$$(y_{n+1}-2y_n+y_{n-1})-\frac{h}{2}(y_{n+1}-y_{n-1})-6h^2y_n=0$$
Show that solution is approximately $(1-2h)^n$ when $n$ tends to infinity and $0<h<<1$, given initial condition $y_0=1$
I have tried to substitute $y_n=C_1\lambda_1^n+C_2\lambda_2^n$, it gives me characteristic equation $\lambda^2-2\lambda+1-\frac{h}{2}(\lambda^2-1)-6h^2\lambda=0$.
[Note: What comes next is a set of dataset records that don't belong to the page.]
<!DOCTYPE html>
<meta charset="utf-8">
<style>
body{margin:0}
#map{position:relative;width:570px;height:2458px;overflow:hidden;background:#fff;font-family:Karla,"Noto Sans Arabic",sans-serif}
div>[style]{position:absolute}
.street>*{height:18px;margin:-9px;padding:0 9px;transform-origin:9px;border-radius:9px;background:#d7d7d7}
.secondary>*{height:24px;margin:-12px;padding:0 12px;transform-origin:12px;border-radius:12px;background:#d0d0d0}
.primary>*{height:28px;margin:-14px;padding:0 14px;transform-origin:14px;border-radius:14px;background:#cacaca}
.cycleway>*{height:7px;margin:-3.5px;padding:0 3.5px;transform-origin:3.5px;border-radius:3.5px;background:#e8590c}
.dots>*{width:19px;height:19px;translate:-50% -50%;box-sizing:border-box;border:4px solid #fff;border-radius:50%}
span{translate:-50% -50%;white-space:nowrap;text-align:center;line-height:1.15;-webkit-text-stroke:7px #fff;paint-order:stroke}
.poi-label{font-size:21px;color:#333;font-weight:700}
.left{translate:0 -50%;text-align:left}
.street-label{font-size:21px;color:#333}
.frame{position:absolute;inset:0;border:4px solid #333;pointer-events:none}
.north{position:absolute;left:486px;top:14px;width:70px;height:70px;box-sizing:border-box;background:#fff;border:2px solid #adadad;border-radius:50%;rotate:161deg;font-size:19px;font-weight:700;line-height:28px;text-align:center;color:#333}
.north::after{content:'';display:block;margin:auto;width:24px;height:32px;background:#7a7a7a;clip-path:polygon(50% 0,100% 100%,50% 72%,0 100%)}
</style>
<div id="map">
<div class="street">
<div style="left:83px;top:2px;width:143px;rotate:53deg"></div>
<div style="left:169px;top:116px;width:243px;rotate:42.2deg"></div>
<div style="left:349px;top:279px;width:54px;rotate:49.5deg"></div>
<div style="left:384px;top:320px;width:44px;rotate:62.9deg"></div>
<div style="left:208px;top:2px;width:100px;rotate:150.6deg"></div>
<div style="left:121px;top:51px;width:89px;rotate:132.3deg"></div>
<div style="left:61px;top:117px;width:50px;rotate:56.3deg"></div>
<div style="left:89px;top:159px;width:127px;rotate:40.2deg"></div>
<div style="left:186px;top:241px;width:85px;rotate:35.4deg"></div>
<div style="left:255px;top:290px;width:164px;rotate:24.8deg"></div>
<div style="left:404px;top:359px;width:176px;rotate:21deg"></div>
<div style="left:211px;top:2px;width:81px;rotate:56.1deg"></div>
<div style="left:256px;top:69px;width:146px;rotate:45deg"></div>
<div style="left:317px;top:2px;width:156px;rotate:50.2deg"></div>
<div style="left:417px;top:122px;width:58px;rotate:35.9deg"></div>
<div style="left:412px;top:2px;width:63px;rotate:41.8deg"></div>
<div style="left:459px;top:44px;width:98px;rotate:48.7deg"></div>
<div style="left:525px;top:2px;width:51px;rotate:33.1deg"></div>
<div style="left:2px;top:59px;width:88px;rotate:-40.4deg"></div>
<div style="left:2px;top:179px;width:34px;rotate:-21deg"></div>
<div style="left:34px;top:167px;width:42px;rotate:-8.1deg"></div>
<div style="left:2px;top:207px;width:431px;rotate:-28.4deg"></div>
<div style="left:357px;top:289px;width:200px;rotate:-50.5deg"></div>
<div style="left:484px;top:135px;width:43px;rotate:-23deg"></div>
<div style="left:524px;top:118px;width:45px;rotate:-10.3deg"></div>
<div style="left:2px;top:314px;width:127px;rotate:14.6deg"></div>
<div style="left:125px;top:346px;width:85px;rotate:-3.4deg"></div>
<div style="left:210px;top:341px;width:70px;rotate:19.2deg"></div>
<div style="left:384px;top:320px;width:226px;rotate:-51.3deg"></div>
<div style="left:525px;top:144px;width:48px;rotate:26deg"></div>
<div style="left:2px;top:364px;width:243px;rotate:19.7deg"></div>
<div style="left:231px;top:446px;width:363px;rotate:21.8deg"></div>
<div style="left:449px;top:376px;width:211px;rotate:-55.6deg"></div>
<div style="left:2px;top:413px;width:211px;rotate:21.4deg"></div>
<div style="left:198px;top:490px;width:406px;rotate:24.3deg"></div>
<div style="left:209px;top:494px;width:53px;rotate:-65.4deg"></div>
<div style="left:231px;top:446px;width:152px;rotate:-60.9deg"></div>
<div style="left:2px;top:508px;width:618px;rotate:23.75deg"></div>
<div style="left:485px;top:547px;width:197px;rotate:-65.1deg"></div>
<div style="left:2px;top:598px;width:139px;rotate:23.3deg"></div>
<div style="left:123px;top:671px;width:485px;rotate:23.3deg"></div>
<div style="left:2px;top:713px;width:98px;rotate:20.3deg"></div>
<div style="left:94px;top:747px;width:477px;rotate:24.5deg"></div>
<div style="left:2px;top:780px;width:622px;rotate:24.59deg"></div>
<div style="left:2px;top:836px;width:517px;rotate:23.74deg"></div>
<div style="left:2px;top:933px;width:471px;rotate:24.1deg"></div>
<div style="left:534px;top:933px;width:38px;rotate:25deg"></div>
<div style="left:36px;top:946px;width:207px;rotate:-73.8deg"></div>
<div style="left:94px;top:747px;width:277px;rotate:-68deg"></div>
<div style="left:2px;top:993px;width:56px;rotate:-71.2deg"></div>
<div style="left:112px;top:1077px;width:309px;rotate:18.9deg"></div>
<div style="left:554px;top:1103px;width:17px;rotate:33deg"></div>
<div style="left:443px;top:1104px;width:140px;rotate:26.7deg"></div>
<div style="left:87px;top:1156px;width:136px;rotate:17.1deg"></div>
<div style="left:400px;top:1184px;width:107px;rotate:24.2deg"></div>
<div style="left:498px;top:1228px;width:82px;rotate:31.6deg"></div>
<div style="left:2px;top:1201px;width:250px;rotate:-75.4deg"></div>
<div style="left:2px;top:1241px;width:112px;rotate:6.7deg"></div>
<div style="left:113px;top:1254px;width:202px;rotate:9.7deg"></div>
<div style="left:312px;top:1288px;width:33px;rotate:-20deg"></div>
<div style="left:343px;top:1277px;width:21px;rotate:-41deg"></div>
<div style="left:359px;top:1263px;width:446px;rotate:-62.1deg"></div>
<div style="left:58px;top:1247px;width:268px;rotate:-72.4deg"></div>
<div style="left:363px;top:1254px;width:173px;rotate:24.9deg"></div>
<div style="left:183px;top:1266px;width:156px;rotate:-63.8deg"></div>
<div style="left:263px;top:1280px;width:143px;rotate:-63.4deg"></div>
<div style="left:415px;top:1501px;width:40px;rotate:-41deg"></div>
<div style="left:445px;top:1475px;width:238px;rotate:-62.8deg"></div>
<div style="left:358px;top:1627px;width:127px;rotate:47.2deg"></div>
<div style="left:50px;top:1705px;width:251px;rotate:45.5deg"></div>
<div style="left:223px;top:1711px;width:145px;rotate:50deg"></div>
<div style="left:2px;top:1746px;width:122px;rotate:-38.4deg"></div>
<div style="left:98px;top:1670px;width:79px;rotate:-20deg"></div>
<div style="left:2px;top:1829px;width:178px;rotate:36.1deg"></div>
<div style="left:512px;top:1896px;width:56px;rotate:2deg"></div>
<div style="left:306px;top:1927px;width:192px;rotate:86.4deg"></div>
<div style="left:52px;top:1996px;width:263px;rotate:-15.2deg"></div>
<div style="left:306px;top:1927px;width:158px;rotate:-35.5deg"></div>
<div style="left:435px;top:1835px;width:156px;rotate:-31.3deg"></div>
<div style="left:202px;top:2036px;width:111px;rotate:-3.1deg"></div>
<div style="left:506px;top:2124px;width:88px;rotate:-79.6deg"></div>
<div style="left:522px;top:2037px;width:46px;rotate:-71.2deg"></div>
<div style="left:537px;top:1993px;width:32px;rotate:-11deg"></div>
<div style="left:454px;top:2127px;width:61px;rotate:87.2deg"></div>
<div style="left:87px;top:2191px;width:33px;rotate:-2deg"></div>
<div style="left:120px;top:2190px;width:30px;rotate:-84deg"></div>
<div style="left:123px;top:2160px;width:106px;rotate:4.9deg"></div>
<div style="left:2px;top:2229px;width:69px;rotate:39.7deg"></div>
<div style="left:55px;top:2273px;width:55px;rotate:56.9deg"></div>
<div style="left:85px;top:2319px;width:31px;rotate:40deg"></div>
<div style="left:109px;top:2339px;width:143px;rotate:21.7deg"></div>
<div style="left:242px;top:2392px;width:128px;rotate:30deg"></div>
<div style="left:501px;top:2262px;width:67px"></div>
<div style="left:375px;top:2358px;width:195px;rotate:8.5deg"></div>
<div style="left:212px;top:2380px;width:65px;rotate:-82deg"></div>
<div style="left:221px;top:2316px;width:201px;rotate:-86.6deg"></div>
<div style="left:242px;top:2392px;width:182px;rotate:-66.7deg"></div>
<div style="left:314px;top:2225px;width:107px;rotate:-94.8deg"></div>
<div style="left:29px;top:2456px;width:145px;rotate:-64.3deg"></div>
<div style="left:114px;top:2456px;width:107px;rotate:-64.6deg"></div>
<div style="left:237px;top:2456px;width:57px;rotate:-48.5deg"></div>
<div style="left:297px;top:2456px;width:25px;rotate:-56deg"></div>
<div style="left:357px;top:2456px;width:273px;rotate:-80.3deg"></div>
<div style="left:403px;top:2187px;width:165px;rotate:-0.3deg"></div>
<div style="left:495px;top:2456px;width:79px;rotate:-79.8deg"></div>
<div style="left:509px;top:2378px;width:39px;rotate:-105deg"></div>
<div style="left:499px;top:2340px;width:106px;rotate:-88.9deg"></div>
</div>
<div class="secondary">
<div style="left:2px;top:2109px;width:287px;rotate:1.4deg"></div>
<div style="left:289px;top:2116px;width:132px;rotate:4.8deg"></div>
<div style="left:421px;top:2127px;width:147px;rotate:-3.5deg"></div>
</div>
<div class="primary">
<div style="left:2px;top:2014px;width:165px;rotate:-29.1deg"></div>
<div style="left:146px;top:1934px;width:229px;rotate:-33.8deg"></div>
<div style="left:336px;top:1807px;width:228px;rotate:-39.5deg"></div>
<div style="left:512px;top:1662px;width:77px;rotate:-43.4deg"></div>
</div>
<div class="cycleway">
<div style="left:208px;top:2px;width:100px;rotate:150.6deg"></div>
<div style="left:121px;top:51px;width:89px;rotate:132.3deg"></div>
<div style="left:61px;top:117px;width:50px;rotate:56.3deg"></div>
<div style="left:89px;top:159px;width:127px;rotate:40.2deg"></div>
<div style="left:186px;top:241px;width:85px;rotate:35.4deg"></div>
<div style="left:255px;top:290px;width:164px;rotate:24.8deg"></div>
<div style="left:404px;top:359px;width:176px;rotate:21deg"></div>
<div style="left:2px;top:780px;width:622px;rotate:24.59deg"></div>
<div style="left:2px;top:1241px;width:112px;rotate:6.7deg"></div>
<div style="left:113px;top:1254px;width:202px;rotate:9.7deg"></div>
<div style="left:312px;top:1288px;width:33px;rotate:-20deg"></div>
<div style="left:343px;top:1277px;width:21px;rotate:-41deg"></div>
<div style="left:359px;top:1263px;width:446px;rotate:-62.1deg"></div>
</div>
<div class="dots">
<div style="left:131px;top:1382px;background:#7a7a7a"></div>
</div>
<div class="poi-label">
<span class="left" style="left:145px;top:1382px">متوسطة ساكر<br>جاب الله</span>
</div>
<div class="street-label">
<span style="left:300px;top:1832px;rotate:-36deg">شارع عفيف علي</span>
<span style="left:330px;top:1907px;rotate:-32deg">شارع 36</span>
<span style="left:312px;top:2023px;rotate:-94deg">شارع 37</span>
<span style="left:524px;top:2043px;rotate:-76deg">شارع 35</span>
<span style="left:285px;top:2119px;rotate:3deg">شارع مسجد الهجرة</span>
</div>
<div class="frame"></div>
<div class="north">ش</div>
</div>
Solving gives $\lambda_{1,2}$ as $$\lambda_{1,2}=\frac{2+6h^2 \pm6h\sqrt{h^2+25/36}}{2-h}$$ which does not seem like the solution to the equation $y_n$, and hard to simplify
Any help is appreciated
$$y_{n+1}(1-h/2)+y_n(-2-6h^2)+y_{n-1}(1+h/2)=0.$$
So the char. equation is $$x^2(1-h/2)+x(-2-6h^2)+(1+h/2)=0.$$
If $h=2$ the term in $x^2$ vanishes and $x=1/13$ and $y_n=y_{n-1}/13.$
If $h\ne 2$ the discriminant of the char. eq. is $$(-2-6h^2)^2-4(1-h/2)^2=(2+6h^2)^2-(2-h)^2=(h)(6h+1)(6h^2-h+4).$$
If $h\ne 2$ and the discriminant is $0$ there is one solution for $x,$ and $y_n=(A+nB)x^n$ with constants $A,B$.